My prior exposure to Kaikeyi was limited to the throwaway line near the beginning of each year's Rama's Journey school play where it would be explained that she set events in motion by exiling him so her son could rule instead. To my young brain, Kaikeyi fell into place neatly next to Cinderella and Snow White's evil stepmothers. This book was a welcome chance to have that turned on its head.

I cannot exactly say that I like Kaikeyi as a person but her tenacity and, quite frankly, her success rate definitely had me rooting for her. She is relentless but not often irrational, and it was interesting to follow her through the decades, seeing what parts of herself she kept, and what she evolved. Her dedication to societal progress and her family were great twin motivations because they so often conflicted with each other.

After determination, nuance and tragedy are the words I would use for this story. Patel almost never takes the easy route in letting someone be simply bad and unlovable so Kaikeyi can comfortably move against them. More often than not, the people in her way are the people she loves most, and you feel the schism of her soul with her, especially with her twin and four sons (including Rama). The inescapable tragedy of it all - that she is doomed not only to exile Rama, but to be wrong about it (at least insofar as disbelieving him when he asks her help to fight demons) - hurts the heart. She is not the evil stepmother fate wants her to be, but she is too dutiful to stand aside just because she loves her opponent.

The small reasons I knocked off some stars is because the pacing was a little too ponderous for my taste and because I couldn't follow the emotional journey of Ravana from this startlingly fun inventor and ally to the demon king of legend (especially since most of the change was off-page). These are forgivable, since the texture of the world makes the page count feel less than it is, and spinning a whole narrative from a side character who doesn't even witness the Ramayana's most famous events was always going to be a challenge.

Unfortunately less forgivable to me was the colossal missed opportunity to delve into the ethics of the Binding Plane (Kaikeyi's power to mentally tug on thread-like bonds between people only she can see in order to influence them). In the beginning, this ability had all the hallmarks of being Kaikeyi's fatal flaw - the silent callousness of shaping your closest relationships with a thousand tiny manipulations, the hubris of believing it was acceptable because you were working for the greater good! Delicious. My anticipation skyrocketed when she finds that Rama
performs similar, if more clumsy, manipulations, even on his closest brother, as Kaikeyi did for her twin. They are perfect mirrors; mother and son both so desperate to help people that resort to methods which compromise those peoples' free will.
A confrontation on that front was the ethical climax I was waiting for. The dominoes were lined up perfectly and now they can only gather dust. Many of the closing events of the book were expertly heart-wrenching, but I'm disappointed that it left this on the table.

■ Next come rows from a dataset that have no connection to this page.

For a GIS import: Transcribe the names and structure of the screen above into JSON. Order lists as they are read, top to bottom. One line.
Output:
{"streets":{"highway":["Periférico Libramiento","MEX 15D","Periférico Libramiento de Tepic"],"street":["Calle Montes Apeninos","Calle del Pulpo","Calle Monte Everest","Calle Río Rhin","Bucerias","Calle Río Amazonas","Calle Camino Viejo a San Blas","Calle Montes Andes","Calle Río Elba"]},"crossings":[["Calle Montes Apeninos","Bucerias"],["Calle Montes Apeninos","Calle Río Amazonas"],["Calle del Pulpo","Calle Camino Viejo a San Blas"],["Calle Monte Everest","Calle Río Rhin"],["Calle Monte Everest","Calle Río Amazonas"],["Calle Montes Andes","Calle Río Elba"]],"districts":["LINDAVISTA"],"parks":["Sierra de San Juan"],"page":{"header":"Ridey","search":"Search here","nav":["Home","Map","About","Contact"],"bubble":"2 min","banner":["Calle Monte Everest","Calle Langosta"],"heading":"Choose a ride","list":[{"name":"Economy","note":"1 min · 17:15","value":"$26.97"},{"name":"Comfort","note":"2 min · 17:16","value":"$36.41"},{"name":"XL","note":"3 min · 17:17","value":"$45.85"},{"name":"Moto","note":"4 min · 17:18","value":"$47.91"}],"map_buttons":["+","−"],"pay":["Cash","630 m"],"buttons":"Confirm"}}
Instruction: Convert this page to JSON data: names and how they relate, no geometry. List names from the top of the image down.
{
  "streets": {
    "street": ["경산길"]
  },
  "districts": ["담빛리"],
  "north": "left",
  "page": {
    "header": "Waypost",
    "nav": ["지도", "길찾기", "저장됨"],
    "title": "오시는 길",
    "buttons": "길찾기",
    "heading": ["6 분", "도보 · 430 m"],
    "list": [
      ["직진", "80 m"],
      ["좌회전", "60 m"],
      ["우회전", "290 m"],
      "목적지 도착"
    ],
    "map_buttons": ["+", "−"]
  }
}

PS - Shout out to having an ace woman being a loving mother, friend, and partner. Took me half the book to realise she was asexual, not just gay, but we got there in the end.

PPS - For anyone else with only a passing familiarity with Hindu mythology, I'd also recommend looking up what the various versions of the Ramayana say about Kaikeyi for comparison. I had unfairly assumed her warrior skills were invented for the sake of this book's feminist lean, but not so. (I've seen a couple Hindu reviewers object to some aspects of this portrayal of Rama and the gods so outside research is probably a good idea in general to get a more well-rounded perspective.)